• _Saved data entries_:
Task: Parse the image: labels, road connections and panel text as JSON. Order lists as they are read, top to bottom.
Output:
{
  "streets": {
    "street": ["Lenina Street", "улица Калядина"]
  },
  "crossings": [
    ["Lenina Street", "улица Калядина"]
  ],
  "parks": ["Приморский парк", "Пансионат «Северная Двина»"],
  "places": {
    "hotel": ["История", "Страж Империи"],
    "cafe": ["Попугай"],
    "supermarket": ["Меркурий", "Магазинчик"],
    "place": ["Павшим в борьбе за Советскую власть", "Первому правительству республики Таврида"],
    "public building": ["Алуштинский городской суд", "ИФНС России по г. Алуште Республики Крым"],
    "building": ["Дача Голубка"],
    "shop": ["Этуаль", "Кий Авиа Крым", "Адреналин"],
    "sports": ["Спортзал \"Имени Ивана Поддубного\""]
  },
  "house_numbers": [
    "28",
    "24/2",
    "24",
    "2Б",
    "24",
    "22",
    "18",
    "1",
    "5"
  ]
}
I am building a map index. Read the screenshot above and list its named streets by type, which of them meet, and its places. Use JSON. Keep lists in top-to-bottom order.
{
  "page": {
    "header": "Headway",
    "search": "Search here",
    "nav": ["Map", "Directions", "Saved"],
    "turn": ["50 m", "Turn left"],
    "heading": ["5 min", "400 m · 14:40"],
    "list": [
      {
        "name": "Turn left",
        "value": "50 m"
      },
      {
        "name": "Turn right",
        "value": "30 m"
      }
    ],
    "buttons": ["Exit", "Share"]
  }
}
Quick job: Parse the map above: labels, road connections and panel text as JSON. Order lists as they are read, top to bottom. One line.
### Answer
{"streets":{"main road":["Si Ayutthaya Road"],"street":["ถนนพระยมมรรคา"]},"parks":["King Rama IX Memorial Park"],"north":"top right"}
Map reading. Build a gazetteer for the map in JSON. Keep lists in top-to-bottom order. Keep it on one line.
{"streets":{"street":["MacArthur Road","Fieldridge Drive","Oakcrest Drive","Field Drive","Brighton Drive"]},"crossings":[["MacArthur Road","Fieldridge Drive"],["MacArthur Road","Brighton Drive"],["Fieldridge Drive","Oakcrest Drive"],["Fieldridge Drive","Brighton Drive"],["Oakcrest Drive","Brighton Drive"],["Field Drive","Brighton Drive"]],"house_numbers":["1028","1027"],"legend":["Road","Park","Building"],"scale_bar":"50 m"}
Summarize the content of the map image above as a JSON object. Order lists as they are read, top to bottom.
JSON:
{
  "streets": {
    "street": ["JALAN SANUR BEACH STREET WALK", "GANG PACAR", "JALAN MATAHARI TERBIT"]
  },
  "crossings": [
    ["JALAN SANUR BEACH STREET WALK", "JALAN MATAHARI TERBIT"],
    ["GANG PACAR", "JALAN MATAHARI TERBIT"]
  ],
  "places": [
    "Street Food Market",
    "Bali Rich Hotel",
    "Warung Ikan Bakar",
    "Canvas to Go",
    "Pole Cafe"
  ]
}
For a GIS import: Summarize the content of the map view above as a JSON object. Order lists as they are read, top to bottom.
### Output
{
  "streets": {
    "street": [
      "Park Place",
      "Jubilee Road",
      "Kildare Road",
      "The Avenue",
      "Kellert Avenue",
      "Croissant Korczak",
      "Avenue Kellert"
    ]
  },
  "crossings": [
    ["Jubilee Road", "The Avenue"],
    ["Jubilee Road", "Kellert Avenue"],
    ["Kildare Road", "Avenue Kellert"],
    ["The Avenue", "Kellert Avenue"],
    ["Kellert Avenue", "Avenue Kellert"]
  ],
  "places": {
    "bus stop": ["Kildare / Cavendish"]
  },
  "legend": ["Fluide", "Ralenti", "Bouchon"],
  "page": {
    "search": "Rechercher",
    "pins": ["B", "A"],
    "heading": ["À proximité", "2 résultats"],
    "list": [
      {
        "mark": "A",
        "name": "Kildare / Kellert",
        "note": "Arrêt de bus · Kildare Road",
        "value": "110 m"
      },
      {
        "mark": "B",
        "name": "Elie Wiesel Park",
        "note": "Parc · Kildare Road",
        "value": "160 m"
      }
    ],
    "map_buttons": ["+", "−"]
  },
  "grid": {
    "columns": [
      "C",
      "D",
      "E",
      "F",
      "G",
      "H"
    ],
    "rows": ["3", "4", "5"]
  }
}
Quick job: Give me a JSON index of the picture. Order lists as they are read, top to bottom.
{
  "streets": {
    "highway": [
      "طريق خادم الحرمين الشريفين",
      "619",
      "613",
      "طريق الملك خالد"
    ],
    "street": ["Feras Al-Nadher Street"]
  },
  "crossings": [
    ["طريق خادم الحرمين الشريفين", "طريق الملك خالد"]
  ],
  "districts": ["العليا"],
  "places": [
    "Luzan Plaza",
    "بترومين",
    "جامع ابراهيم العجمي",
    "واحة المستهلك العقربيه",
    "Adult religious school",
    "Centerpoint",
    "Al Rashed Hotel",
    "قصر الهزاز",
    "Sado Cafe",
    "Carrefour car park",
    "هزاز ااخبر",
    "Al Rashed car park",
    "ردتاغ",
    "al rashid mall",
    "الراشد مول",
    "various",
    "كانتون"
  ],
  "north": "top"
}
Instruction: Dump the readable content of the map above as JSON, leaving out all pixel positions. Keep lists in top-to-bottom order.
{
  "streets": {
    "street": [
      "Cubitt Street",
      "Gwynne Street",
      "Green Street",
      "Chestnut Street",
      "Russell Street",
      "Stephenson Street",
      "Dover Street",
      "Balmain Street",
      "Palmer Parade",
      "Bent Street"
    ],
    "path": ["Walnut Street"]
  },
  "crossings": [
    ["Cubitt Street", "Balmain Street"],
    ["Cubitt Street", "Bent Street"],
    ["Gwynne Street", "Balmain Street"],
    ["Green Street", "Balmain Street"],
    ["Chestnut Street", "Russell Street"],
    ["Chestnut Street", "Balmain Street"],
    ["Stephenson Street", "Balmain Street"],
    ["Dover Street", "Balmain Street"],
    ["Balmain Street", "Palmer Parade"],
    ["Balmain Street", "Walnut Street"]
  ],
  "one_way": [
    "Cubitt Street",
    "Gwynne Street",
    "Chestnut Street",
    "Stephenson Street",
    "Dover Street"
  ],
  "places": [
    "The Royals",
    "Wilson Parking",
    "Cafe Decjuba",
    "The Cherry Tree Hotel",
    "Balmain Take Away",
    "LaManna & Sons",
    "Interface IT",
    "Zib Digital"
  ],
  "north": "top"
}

• _EXERCISE INSTRUCTIONS_:
Throughout the records above, find the lines in which the word "panel" appears and return them.

• _YOUR RESPONSE_:
Task: Parse the image: labels, road connections and panel text as JSON. Order lists as they are read, top to bottom.
Quick job: Parse the map above: labels, road connections and panel text as JSON. Order lists as they are read, top to bottom. One line.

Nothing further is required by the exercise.